Of course, if we returned to the primitive, prostine, virtuous hunter-gatherer society Plato described, then the earth would be able to support only a tiny fraction of the people who are alive today. Most people today are kept alive only through artificial technologies such as fire, agriculture, the wheel, and others, technologies that make life complex and bring in a need for administrative government that would otherwise be unnecessary. Perhaps life supported only by such artificial technology is not worth living, even immoral, and we should be willing to pull the plug, discard these luxurious technologies and the lives of most of us with them, and not try to cling to life in the way we currently do.
But if we are not willing to do that, we will have to live with government more complex, and sometimes more overbearing, than it was in the simple, happy, virtuous days of our more unencumbered and enlightened ancestors.
Your conclusion gets it entirely backwards.

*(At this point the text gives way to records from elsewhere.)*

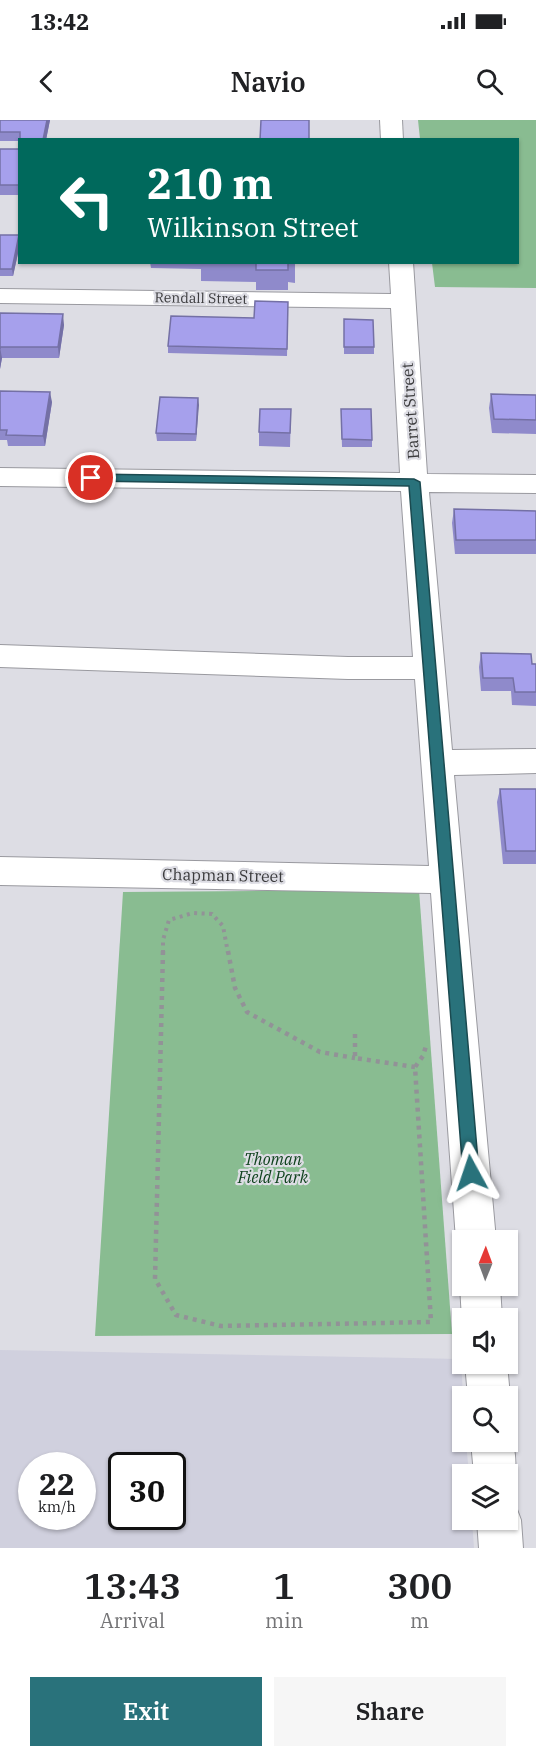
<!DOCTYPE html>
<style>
:root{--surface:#fff;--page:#f6f6f6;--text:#202124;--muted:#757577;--accent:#29727b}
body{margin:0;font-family:"IBM Plex Serif",serif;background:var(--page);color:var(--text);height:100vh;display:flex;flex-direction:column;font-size:22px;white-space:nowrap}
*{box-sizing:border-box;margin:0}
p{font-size:20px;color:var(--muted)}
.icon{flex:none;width:33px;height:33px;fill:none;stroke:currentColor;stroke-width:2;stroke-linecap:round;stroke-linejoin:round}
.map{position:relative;height:1428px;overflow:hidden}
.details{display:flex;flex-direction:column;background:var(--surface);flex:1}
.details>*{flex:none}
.guide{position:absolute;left:18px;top:18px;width:501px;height:126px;border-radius:0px;box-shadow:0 2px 4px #0004;background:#00695c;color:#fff;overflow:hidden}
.needle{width:39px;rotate:1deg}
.tools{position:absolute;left:452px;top:1110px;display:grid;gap:12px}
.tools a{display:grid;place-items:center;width:66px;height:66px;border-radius:0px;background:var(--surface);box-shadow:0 2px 4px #0004;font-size:30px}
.speed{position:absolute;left:18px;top:1332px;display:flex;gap:12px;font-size:30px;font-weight:700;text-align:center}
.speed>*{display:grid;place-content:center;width:78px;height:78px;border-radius:50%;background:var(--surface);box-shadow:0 2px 4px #0004;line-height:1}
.speed small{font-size:15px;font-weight:400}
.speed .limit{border:3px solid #111;border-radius:9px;background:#fff;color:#111}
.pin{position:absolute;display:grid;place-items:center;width:51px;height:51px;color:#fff;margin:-26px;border:3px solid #fff;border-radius:50%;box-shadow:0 2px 6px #0007}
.me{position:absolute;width:66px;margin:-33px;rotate:355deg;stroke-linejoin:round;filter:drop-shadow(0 0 4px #0008)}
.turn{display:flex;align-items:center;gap:21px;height:126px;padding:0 30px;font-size:27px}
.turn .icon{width:78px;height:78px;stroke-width:2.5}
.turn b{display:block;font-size:42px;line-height:51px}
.eta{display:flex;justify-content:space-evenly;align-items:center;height:102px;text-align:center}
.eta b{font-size:36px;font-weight:600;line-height:42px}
.button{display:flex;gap:12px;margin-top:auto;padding:12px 30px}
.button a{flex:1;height:69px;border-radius:0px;background:var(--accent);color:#fff;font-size:24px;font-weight:600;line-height:69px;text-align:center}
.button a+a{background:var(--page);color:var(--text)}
.status{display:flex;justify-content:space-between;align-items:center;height:42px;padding:0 30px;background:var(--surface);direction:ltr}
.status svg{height:16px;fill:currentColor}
header{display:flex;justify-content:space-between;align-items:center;height:78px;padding:0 30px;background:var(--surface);font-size:27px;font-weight:600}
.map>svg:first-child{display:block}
.built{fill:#d0d0de;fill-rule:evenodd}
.green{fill:#89bc91}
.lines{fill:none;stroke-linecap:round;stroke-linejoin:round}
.minor-casing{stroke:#99999f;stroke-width:2}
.path-far1{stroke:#929297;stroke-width:4;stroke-dasharray:3 4.5;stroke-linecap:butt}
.path{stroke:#929297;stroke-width:4.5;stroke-dasharray:4 5;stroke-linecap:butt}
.minor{fill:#fff;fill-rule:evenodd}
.wall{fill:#8f8acb}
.shaded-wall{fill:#7470a5}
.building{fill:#a6a0ec;stroke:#7470a5;stroke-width:1.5}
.route{fill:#29727b;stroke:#1b4a50;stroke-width:1.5}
.labels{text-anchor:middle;stroke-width:4.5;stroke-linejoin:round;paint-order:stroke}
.far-street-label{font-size:14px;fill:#3b3b3d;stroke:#dddde4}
.street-label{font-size:16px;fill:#3b3b3d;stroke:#dddde4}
.park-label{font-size:16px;font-style:italic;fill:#0f421d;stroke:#dddde4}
</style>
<div class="status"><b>13:42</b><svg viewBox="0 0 49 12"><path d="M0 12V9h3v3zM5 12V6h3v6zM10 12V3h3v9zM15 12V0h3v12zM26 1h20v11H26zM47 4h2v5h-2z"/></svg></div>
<header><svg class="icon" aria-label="back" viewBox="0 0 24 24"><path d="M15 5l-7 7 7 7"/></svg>Navio<svg class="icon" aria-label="search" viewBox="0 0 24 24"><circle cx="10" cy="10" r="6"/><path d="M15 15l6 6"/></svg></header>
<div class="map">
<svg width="536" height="1428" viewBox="0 0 536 1428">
<rect width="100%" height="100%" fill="#dddde4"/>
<path class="built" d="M 0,1230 L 461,1239 L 463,1276 L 462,1322 L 466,1322 L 469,1354 L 462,1354 L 462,1400 L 472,1400 L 474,1428 L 0,1428 ZM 32,1346 L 82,1346 L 82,1396 L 32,1396 ZM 122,1346 L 172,1346 L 172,1396 L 122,1396 Z"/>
<g class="green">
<path d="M 418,0 L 536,0 L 536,168 L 435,167 L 432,143 L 518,142 L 518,20 L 420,19 Z"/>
<path d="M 419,770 L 452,1214 L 95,1216 L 123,772 Z"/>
</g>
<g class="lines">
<g class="minor-casing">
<g id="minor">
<path d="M 380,0 L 402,0 L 403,20 L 381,20 Z"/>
<path d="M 389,142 L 413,142 L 427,354 L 536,355 L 536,373 L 429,372 L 452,630 L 536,629 L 536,653 L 454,655 L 496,1120 L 462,1120 L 462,1133 L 456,1120 L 431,773 L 0,765 L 0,737 L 429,746 L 415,559 L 348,559 L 0,547 L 0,525 L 348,537 L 413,537 L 401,371 L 0,366 L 0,348 L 400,353 L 391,188 L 0,183 L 0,169 L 391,174 Z"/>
<path d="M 462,1161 L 462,1166 L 500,1166 L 502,1198 L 462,1199 L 460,1166 Z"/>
<path d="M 465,1244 L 507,1244 L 510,1276 L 507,1283 L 507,1276 L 468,1276 Z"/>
<path d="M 507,1307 C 516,1327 519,1348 510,1369 L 507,1371 L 507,1354 L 474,1354 L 471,1322 L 507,1322 Z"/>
<path d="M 507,1381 L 515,1384 L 521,1400 L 523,1428 L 479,1428 L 477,1400 L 507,1400 Z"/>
</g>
</g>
<path class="path-far1" d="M 163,833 L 163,820 L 169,800 L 193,793 L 212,794 L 223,806 L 228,833"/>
<g class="path">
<path d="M 163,831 L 155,1159 L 176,1195 L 221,1206 L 431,1202 L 415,947 L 423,936 L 426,926"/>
<path d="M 228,831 L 235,868 L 247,892 L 320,932 L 355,938"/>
<path d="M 355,914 L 355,938 L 415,947"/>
</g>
<use href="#minor" class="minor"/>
</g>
<g class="wall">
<path d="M 0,0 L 50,0 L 46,20 L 20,20 L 20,21 L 0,21 Z"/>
<rect x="0" y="29" width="20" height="46"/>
<path d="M 0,115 L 19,115 L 20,124 L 13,156 L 0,156 Z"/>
<path d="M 150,142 L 295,142 L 295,163 L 288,162 L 288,170 L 256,170 L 256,162 L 201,161 L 201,149 L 151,148 Z"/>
<path d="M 288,182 L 287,236 L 168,233 L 168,226 L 254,198 Z"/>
<path d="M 0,193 L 64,205 L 59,238 L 2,238 L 0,249 Z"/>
<path d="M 344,199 L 374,227 L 374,234 L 344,234 Z"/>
<path d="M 0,271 L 52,282 L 45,326 L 8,326 L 7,320 L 0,320 Z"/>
<path d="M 491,274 L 536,275 L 536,314 L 492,313 L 489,288 Z"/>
<path d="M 198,278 L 196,321 L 157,321 L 156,313 Z"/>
<path d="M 291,289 L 290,327 L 259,326 L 259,312 Z"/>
<path d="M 341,289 L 372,320 L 372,327 L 342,327 Z"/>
<path d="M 454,389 L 536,391 L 536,434 L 455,434 L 452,403 Z"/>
<path d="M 481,533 L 536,544 L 536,586 L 512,585 L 511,571 L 481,571 L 479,547 Z"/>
<path d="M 500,669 L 536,669 L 536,744 L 503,744 L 497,682 Z"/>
</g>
<g class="shaded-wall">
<path d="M 47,0 L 50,0 L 46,20 L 43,20 Z"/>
<path d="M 19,115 L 20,124 L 13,156 L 12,149 Z"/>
<path d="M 63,194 L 64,205 L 59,238 L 58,227 Z"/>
<path d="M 0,227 L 2,238 L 0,249 Z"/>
<path d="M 50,272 L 52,282 L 45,326 L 43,316 Z"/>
<path d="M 198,278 L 199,285 L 196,321 L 196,314 Z"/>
</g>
<g class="building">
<path d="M 0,0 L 47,0 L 43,20 L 20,20 L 20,12 L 0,12 Z"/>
<path d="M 261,0 L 309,0 L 309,20 L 260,20 Z"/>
<rect x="0" y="29" width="20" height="36"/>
<path d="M 0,115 L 19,115 L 12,149 L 0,149 Z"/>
<rect x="256" y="142" width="32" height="8"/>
<path d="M 255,181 L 288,182 L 287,229 L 168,226 L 171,196 L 254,198 Z"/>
<path d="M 0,193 L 63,194 L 58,227 L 0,227 L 0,229 Z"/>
<path d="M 344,199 L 373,200 L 374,227 L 344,227 Z"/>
<path d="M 0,271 L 50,272 L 43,316 L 6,315 L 7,310 L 0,310 Z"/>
<path d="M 491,274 L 536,275 L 536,300 L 494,299 Z"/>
<path d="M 160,277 L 198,278 L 196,314 L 156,313 Z"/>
<path d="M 260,289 L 291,289 L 290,313 L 259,312 Z"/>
<path d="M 341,289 L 371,289 L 372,320 L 342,319 Z"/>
<path d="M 454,389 L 536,391 L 536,420 L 456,420 Z"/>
<path d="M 481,533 L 531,534 L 532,544 L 536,544 L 536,572 L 515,572 L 513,558 L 483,558 Z"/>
<path d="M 500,669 L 536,669 L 536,731 L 506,731 Z"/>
</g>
<path class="route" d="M 91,354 L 414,359 L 420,362 L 479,1053 L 476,1058 L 471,1060 L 465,1058 L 463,1053 L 409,366 L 87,361 L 86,358 Z"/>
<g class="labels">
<g class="far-street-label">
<text transform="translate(201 178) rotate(1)" y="5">Rendall Street</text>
</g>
<g class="street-label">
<text transform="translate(410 291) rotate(-94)" y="6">Barret Street</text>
<text transform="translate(223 755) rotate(1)" y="6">Chapman Street</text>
</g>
<g class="park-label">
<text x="273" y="1045">Thoman<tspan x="273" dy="18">Field Park</tspan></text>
</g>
</g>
</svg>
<div class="tools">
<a><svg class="needle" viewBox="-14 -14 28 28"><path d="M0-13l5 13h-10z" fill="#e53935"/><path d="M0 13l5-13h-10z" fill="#757577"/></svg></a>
<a><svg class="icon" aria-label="sound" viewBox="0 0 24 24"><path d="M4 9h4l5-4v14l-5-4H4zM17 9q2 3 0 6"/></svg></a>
<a><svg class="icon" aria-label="search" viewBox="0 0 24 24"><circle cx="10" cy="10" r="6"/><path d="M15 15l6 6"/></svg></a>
<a><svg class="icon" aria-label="layers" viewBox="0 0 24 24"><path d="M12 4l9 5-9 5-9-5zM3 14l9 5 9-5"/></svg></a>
</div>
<div class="speed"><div>22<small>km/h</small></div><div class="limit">30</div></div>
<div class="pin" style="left:91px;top:358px;background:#d93025"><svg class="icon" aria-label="arrive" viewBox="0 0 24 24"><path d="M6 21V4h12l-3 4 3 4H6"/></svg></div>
<svg class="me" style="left:471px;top:1053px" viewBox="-20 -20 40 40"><path d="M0-17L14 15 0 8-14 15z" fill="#29727b" stroke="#fff" stroke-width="4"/></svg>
<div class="guide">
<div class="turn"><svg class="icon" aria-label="left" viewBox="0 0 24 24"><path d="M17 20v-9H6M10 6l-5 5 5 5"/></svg><div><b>210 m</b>Wilkinson Street</div></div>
</div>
</div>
<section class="details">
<div class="eta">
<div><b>13:43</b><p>Arrival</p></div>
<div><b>1</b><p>min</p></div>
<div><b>300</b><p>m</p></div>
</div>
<div class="button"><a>Exit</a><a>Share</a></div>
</section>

If we were all hunter-gatherers, the government (such as we had) could reasonably be in charge of everything, because the compass of "everything" would in fact be quite small.
Hayek wrote quite eloquently of the inability to micromanage at a high level, as did others, and we ignore them to our great detriment.
I love it when ideologues reference the "facts" of their ideology to chastise contrary arguments. It is sublimely daft to do that.
The only appearance of the word "fact" in my statement refers to the should-be indisputable fact that hunter-gatherer society has less complexity than modern industrial/post-industrial societies.
The rest of what I said is pure opinion, as anyone with even grade school reading skills should be able to ascertain.
You are all wrong. The purpose of government is to get in the way to get paid to get back out of the way. That's what history and most of the surface of the Earth tell us. They just have to hide it better in countries with a free press.
The error people make is in the assumption corruption is a sad side effect of people trying to twist government to benefit themselves.
No, that puts the cart before the horse. Politicians seek the power because corruption is how to do well for yourself and your family. It is the intended purpose of government. Government, working as designed.
Proof: As mentioned, the entire surface of the Earth and all human history.
It's understandable that people don't, generally, understand government to be nothing more than a highly evolved protection racket: The protection racket is running the schools as indoctrination centers, after all.
Auer needs to go away and its entirety, nothing else is suitable for a free, self-governing people.
In its place we need a Rule of Lenity for administrative law -- any ambiguity needs to be automatically resolved in favor of the citizen, not of the government.